Sylvinet war also sehr erfreut sie wieder zu finden, und trug sie etwas weiter hinauf, wohin das Wasser des Baches sich zurückgezogen hatte. Dort wollte er sehen, wie sie sich drehte und dabei an das Vergnügen denken, welches Landry gehabt hatte, als er ihr den ersten Anstoß gab. Dann ließ er sie an der Stelle, wohin er sie getragen und freute sich schon darauf, wenn er am nächsten Sonntag mit Landry wiederkommen würde, um ihm zu zeigen, wie ihre so fest und gut gefügte Mühle sich erhalten habe.

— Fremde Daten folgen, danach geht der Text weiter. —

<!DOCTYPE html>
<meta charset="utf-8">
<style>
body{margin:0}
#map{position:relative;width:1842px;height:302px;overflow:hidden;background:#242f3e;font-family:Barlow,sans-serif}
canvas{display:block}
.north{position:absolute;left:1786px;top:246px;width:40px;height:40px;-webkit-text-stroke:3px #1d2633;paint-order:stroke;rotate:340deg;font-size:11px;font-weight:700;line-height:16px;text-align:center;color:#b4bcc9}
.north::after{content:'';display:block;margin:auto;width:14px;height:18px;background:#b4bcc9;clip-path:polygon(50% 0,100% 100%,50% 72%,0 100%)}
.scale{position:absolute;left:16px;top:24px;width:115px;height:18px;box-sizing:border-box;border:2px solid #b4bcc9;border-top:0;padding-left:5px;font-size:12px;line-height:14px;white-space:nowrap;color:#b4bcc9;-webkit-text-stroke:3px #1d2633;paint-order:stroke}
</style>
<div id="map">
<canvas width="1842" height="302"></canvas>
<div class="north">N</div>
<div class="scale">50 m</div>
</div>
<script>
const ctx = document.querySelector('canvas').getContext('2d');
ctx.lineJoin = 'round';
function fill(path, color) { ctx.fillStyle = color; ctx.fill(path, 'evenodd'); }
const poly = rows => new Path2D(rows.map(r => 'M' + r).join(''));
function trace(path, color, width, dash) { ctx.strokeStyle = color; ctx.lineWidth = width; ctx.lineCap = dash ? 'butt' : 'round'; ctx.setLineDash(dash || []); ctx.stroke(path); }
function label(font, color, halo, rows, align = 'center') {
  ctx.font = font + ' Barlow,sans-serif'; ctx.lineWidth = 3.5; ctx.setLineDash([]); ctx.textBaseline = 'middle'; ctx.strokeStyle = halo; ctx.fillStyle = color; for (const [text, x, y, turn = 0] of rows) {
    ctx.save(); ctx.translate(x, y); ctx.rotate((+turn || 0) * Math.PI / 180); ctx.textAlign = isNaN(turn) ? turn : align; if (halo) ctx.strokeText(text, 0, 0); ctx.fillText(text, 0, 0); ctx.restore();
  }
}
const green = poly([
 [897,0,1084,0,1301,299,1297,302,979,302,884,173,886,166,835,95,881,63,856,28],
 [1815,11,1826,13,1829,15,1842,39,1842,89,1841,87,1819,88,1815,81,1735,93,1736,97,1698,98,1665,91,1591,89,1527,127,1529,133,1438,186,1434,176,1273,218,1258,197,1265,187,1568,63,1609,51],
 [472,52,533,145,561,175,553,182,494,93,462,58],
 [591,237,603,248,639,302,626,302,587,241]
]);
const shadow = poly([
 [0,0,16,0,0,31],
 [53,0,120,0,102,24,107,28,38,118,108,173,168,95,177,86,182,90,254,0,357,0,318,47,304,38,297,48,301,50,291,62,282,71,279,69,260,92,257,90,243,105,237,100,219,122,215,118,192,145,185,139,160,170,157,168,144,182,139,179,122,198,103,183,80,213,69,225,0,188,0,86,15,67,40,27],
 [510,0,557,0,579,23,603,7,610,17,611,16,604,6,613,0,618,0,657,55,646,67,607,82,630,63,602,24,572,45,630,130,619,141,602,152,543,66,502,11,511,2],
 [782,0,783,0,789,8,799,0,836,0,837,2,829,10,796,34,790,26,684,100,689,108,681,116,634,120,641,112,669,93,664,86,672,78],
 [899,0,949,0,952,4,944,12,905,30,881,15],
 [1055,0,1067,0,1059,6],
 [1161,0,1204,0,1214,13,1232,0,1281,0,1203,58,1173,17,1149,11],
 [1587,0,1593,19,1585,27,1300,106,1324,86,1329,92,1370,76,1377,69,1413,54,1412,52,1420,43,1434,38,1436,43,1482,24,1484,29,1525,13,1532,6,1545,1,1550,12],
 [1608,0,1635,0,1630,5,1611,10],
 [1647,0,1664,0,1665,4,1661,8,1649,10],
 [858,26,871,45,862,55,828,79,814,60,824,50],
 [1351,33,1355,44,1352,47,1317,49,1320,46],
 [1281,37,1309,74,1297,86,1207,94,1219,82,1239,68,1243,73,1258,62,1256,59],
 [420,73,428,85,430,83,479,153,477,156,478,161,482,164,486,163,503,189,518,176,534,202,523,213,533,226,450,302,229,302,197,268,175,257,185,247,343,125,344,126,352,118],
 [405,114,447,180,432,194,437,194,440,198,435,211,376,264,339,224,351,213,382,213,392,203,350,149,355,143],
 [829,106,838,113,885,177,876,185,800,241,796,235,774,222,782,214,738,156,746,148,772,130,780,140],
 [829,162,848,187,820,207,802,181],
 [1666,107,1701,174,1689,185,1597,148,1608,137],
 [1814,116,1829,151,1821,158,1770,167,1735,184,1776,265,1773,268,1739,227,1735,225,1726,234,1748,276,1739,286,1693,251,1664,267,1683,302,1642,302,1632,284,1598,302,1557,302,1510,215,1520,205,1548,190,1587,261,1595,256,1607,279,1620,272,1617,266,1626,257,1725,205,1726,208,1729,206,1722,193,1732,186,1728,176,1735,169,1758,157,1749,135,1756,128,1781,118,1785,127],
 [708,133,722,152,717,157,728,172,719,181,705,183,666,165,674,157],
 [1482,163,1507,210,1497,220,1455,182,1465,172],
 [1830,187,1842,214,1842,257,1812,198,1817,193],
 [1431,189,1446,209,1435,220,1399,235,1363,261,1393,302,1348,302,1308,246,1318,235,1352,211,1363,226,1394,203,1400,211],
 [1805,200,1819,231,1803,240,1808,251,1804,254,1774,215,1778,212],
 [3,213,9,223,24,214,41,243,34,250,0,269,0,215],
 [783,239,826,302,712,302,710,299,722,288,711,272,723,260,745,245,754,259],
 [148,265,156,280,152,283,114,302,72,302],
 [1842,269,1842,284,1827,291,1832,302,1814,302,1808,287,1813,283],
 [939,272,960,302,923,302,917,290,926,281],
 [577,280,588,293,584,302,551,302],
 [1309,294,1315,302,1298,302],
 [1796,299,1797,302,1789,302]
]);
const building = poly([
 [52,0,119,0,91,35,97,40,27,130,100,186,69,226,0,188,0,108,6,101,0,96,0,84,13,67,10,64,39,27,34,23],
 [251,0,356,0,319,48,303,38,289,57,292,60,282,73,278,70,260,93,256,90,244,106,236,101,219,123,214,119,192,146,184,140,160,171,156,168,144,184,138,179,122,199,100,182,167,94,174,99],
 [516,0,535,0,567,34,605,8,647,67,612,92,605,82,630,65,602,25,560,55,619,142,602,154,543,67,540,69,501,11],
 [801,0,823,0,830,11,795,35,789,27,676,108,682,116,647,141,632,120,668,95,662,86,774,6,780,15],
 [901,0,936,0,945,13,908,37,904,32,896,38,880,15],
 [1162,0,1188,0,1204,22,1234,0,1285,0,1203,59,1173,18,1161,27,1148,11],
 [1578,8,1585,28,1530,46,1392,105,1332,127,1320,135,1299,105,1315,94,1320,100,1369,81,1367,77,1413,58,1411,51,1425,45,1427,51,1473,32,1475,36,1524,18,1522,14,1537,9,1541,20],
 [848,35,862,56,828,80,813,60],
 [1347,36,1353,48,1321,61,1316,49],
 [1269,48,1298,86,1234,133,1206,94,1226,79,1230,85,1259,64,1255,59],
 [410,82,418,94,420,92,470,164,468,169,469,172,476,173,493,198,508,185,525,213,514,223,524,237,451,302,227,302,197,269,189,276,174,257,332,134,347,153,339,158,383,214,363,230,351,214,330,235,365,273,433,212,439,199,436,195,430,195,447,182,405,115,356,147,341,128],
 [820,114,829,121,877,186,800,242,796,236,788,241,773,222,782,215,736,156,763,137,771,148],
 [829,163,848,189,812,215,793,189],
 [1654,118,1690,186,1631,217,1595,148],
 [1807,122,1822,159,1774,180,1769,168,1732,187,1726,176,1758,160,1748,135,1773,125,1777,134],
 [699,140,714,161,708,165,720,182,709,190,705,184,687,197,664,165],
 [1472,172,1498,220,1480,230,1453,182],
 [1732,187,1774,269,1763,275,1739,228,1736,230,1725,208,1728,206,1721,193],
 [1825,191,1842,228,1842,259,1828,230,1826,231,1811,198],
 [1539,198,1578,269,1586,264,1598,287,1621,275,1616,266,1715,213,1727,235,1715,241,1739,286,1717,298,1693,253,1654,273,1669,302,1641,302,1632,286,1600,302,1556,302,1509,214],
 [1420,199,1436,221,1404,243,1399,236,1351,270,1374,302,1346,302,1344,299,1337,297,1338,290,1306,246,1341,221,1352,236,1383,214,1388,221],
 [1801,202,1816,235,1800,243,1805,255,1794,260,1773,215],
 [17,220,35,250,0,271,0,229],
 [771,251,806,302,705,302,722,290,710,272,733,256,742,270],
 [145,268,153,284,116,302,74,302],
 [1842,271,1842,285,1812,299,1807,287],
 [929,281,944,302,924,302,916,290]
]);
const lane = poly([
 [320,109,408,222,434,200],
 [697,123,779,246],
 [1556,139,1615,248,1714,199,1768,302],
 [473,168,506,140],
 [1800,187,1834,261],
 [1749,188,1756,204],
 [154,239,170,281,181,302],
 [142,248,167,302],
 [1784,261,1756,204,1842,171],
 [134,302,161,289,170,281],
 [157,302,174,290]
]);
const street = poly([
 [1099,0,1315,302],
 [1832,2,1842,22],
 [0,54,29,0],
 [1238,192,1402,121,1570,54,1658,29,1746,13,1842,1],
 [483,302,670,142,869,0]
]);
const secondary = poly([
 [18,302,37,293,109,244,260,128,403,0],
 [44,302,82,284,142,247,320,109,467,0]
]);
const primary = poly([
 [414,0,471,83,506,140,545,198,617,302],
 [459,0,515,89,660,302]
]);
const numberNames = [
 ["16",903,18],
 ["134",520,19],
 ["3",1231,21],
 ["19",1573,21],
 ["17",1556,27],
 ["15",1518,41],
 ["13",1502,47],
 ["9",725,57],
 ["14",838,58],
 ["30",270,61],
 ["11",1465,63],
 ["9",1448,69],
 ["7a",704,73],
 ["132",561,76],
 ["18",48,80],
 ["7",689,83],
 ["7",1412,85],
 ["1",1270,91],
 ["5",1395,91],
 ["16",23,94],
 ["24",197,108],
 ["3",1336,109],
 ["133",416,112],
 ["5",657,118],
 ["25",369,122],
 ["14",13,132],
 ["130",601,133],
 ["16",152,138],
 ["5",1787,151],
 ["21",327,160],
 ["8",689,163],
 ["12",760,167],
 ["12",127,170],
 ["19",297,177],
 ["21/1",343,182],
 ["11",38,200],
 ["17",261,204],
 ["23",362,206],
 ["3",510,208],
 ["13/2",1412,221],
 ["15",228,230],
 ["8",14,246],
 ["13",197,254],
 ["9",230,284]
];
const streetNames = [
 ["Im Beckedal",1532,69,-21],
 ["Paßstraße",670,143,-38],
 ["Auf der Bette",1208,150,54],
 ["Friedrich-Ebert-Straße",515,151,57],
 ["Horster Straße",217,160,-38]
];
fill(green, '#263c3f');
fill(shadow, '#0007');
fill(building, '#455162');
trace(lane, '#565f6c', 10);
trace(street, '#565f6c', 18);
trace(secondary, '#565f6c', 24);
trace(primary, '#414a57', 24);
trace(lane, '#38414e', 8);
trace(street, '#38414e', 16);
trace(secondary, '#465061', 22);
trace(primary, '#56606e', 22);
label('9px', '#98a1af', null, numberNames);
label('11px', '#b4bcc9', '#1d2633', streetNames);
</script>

Aber er konnte es sich nicht versagen, schon am folgenden Tag allein dahin zurückzukehren. Das Wasser des Baches war ganz getrübt, und die Ufer desselben zerstampft durch die Füße der Ochsen, welche dort zur Tränke geführt waren, und die man am Morgen zwischen das Schlagholz auf die Weide getrieben hatte. Er trat etwas näher hinzu und sah, dass die Tiere auf seine Mühle getreten und sie so zerstampft hatten, dass nur noch wenig davon zu sehen war. Das Herz wurde ihm schwer darüber, und er bildete sich ein, dass an diesem Tag seinem Bruder irgendein Unglück zustoßen müsse, und er lief bis nach la Priche, um sich zu überzeugen, dass ihm nichts Schlimmes widerfahren sei. Hier aber begnügte er sich damit, seinen Bruder von Weitem zu betrachten, und zwar so, dass er selbst nicht gesehen werden konnte. Er hatte nämlich bemerkt, das es Landry nicht angenehm war, wenn er unter tags kam, weil dieser fürchtete, dass solch eine Störung bei der Arbeit seinen Herrn verdrießen könne. Da er sich geschämt haben würde zu gestehen, von welchen Gedanken gedrängt er herbei geeilt war, kehrte er ohne ein Wort zu verlieren, wieder um; er sprach überhaupt mit niemanden darüber; erst sehr lange Zeit nachher tat er dies.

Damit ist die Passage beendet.